21.06.2016, 09:15 Uhr

Lokalaugenschein in der Justizanstalt Innsbruck

v.li. LH Günther Platter, BM Wolfgang Brandstetter und der Generaldirektor für den Strafvollzug, Erich Mayer, besuchen die Justizanstalt in Innsbruck. (Foto: Land Tirol/Huldschiner)

Nach einem Besuch der Justizanstalt Innsbruck planen Wolfgang Brandstetter und Günther Platter Verbesserungen für die Justizbeamten.

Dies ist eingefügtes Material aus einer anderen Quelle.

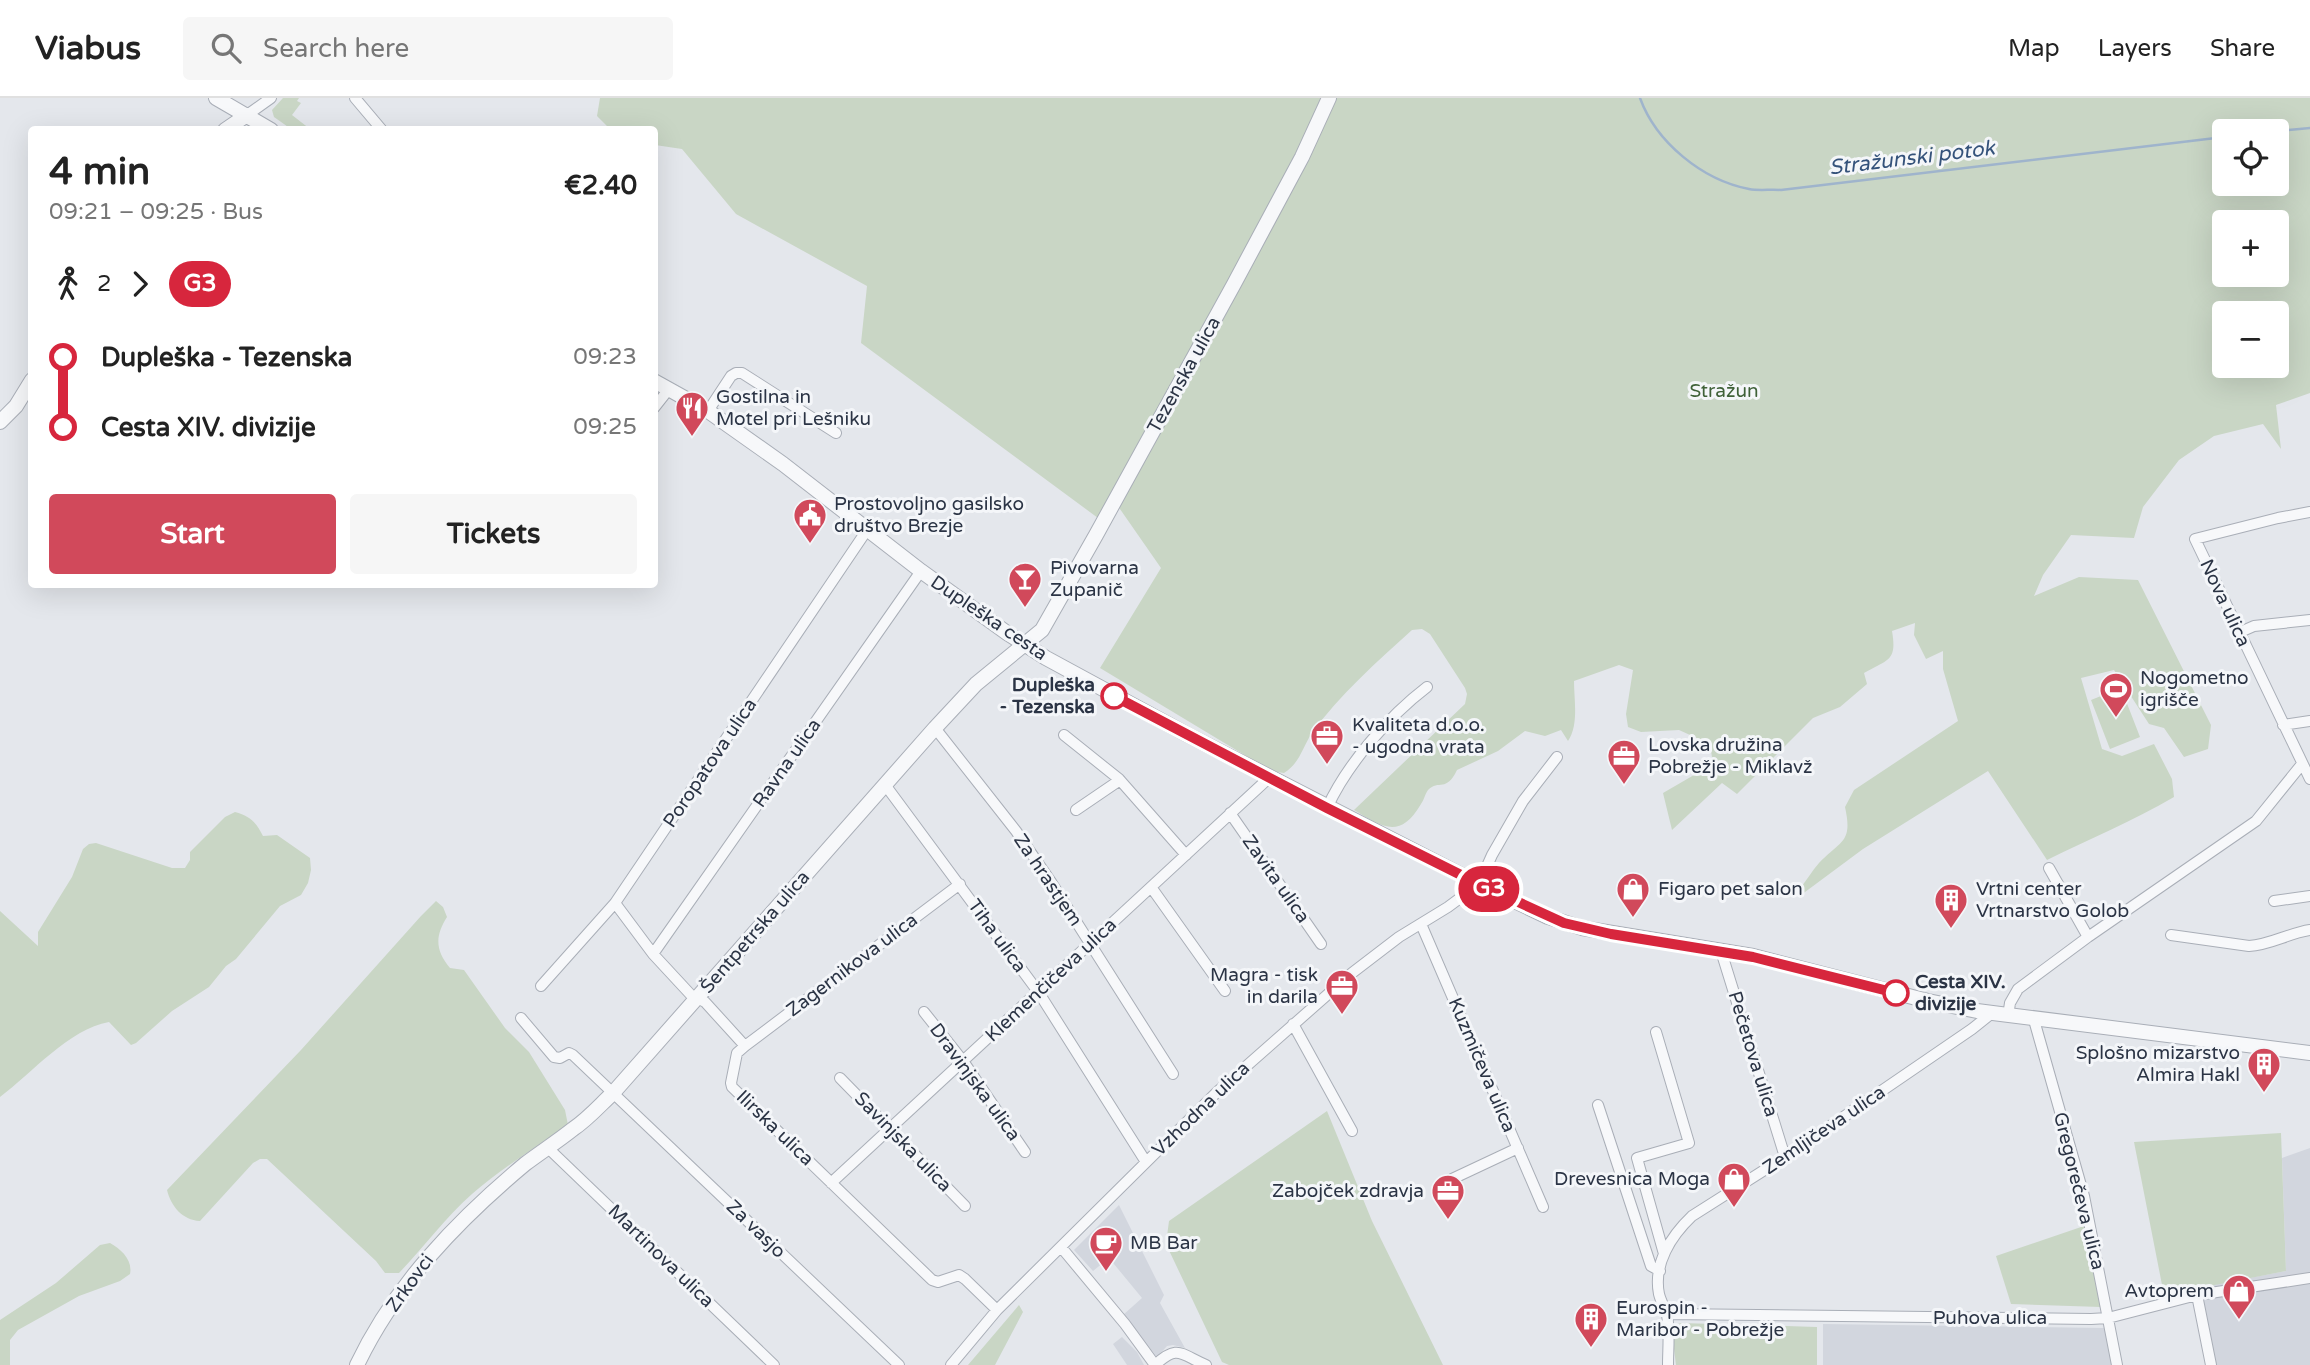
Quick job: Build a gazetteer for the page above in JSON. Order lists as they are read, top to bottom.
{
  "streets": {
    "street": [
      "Tezenska ulica",
      "Nova ulica",
      "Dupleška cesta",
      "Poropatova ulica",
      "Ravna ulica",
      "Zavita ulica",
      "Za hrastjem",
      "Šentpetrska ulica",
      "Tiha ulica",
      "Zagernikova ulica",
      "Klemenčičeva ulica",
      "Pečetova ulica",
      "Kuzmičeva ulica",
      "Dravinjska ulica",
      "Vzhodna ulica",
      "Ilirska ulica",
      "Zemljičeva ulica",
      "Savinjska ulica",
      "Gregorečeva ulica",
      "Za vasjo",
      "Martinova ulica",
      "Zrkovci",
      "Puhova ulica"
    ]
  },
  "crossings": [
    ["Tezenska ulica", "Dupleška cesta"],
    ["Tezenska ulica", "Šentpetrska ulica"],
    ["Dupleška cesta", "Poropatova ulica"],
    ["Dupleška cesta", "Ravna ulica"],
    ["Dupleška cesta", "Šentpetrska ulica"],
    ["Dupleška cesta", "Klemenčičeva ulica"],
    ["Dupleška cesta", "Vzhodna ulica"],
    ["Zavita ulica", "Klemenčičeva ulica"],
    ["Za hrastjem", "Šentpetrska ulica"],
    ["Za hrastjem", "Klemenčičeva ulica"],
    ["Šentpetrska ulica", "Tiha ulica"],
    ["Šentpetrska ulica", "Za vasjo"],
    ["Šentpetrska ulica", "Martinova ulica"],
    ["Šentpetrska ulica", "Zrkovci"],
    ["Tiha ulica", "Zagernikova ulica"],
    ["Tiha ulica", "Klemenčičeva ulica"],
    ["Tiha ulica", "Vzhodna ulica"],
    ["Zagernikova ulica", "Ilirska ulica"],
    ["Klemenčičeva ulica", "Dravinjska ulica"],
    ["Klemenčičeva ulica", "Ilirska ulica"],
    ["Klemenčičeva ulica", "Savinjska ulica"],
    ["Pečetova ulica", "Zemljičeva ulica"],
    ["Kuzmičeva ulica", "Vzhodna ulica"],
    ["Vzhodna ulica", "Ilirska ulica"],
    ["Zemljičeva ulica", "Puhova ulica"],
    ["Gregorečeva ulica", "Puhova ulica"]
  ],
  "water": ["Stražunski potok"],
  "parks": ["Stražun"],
  "places": {
    "restaurant": ["Gostilna in Motel pri Lešniku"],
    "public building": ["Prostovoljno gasilsko društvo Brezje"],
    "bar": ["Pivovarna Zupanič"],
    "other": ["Dupleška - Tezenska", "Cesta XIV. divizije"],
    "sports": ["Nogometno igrišče"],
    "office": [
      "Kvaliteta d.o.o. - ugodna vrata",
      "Lovska družina Pobrežje - Miklavž",
      "Magra - tisk in darila",
      "Zabojček zdravja"
    ],
    "shop": ["Figaro pet salon", "Drevesnica Moga", "Avtoprem"],
    "building": ["Vrtni center Vrtnarstvo Golob", "Splošno mizarstvo Almira Hakl", "Eurospin - Maribor - Pobrežje"],
    "cafe": ["MB Bar"]
  },
  "lines": ["bus line G3"],
  "page": {
    "header": "Viabus",
    "search": "Search here",
    "nav": ["Map", "Layers", "Share"],
    "on_map": "G3",
    "map_buttons": ["+", "−"],
    "heading": ["4 min", "09:21 – 09:25 · Bus", "€2.40"],
    "legs": ["2", "G3"],
    "list": [
      {
        "name": "Dupleška - Tezenska",
        "value": "09:23"
      },
      {
        "name": "Cesta XIV. divizije",
        "value": "09:25"
      }
    ],
    "buttons": ["Start", "Tickets"]
  }
}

TIROL. Am Montag 20. Juni besuchten Justizminister Wolfgang Branstetter und Landeshauptmann Günther Platter die Justizanstalt Innsbruck. Sie machten sich - nach der Bitte um mehr Personal durch die Justizwachegewerkschaft - ein Bild Vorort. Beide sicherten im Anschluss konkrete Verbesserungen zu.

Regelmäßige Besuche in den Justizanstalten soll helfen, Probleme zu lösen

Nachdem sich Günther Platter und Wolfgang Branstetter die Problem der Justizwachebeamten zeigen haben lassen, stellen sie Verbesserungen in Aussicht. In regelmäßigen Abständen besuchen der Generaldirektor für den Strafvollzug Erich Mayer und Justizminister Wolfgang Branstetter Justizanstalten um sich ein Bild der jeweiligen Situation zu machen. Es sollen so rasch Probleme erkannt und infolge gelöst werden. "Aus den regelmäßigen Gesprächen und durch die heutigen Eindrücke kann ich nachvollziehen, dass die Situation für die Justizwachebediensteten nicht immer einfach ist. Wir werden daher alles in unserer Macht Stehende tun, um die Lage schnell zu verbessern, so Justizminister Brandstetter.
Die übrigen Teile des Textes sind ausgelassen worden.